Through the story of Roshan’s parents, we understand that we in the past have been so intolerant that couples who want inter-caste wedding have had no choice but to elope.
Through Bittu, we understand nothing has changed. Thanks to the ensemble, we understand how volatile we are, how stubborn we can be and vulnerable given our deep-rooted belief system that it is always the other person’s fault because we can do no wrong.
We are always looking at the person to blame, create our own bogeyman, make him stronger by giving him credit for all things that go wrong and finally take out our pent-up frustration upon him. I read that a four-foot tall Sadhu was beaten up by a mob that mistook him for Monkey-Man and a van-driver was set on fire.
The root of this mass hysteria and fear psychosis can be only be traced back only to blind faith, superstition, need for mythology and Hubris.
I like how you end the film with a near-death ending for the harbinger of change. Because, that’s what we are. We want to celebrate the death of a villain so much that we end up creating them. We want our villains so bad.
But because you decided to spell out through the protagonist that the monkey exists in all of us, we have, as always, decided that we don’t need moral science lessons. We hate message movies.
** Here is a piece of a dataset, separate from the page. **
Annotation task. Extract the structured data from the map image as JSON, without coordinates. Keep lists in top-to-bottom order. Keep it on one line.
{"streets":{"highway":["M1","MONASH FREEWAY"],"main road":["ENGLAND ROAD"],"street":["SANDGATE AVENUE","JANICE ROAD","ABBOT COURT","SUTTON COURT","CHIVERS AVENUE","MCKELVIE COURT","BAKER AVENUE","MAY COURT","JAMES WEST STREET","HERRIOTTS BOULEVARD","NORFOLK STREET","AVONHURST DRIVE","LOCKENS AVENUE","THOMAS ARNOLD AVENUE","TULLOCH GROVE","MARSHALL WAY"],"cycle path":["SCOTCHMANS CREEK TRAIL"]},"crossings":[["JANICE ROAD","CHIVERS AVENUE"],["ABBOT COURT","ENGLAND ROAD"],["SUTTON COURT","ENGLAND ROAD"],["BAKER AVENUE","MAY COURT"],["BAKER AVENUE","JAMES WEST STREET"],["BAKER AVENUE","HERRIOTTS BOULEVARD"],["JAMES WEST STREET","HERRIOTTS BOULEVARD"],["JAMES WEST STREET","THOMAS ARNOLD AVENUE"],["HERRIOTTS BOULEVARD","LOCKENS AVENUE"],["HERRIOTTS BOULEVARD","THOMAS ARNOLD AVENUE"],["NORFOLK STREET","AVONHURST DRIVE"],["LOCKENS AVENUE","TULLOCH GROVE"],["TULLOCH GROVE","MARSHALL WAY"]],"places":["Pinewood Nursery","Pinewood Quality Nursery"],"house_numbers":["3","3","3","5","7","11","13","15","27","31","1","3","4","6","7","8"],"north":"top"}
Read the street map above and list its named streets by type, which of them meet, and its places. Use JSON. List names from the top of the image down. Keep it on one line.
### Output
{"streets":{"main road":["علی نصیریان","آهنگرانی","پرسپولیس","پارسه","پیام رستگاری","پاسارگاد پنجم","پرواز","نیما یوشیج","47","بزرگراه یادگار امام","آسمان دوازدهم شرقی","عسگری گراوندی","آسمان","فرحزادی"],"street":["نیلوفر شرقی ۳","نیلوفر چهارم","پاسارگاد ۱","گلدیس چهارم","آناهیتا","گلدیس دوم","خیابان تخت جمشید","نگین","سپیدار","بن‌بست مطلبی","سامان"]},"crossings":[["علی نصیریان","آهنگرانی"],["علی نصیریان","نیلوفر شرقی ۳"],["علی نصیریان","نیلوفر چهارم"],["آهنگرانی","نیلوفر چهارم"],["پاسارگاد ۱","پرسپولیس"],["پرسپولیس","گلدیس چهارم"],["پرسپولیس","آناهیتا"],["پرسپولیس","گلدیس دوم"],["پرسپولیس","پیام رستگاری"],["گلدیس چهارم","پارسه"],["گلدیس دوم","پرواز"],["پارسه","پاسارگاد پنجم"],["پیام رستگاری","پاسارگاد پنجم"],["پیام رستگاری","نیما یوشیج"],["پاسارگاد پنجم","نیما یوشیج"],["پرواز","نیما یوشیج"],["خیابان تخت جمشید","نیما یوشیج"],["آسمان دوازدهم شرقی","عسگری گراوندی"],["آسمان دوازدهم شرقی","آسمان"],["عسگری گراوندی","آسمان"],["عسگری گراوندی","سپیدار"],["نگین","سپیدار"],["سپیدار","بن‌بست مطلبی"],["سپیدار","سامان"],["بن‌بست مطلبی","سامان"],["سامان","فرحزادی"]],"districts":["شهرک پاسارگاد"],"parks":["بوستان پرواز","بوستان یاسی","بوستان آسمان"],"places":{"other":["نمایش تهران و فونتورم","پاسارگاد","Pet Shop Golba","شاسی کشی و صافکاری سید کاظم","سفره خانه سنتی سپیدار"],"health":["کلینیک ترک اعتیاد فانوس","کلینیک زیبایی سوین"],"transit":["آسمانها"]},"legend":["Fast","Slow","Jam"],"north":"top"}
Because we know everything there is to know.
When Mani Ratnam makes a movie where Hindus and Muslims magically join hands and form a chain, we rave about it. We unanimously love it. Simply because he makes us look good. You on the other hand Mr. Mehra are telling us that the monkey resides in us? How dare you?
I truly salute the guts you’ve had to keep it real. I am glad you didn’t kill the man who wants to change things this time around because I know you are trying to say we can still change things around and that all is not lost.
Thank you for making Delhi 6.
Yours truly,
Sudhish Kamath
P.S: I love how you’ve used Rahman’s soundtrack but I will save that for another letter.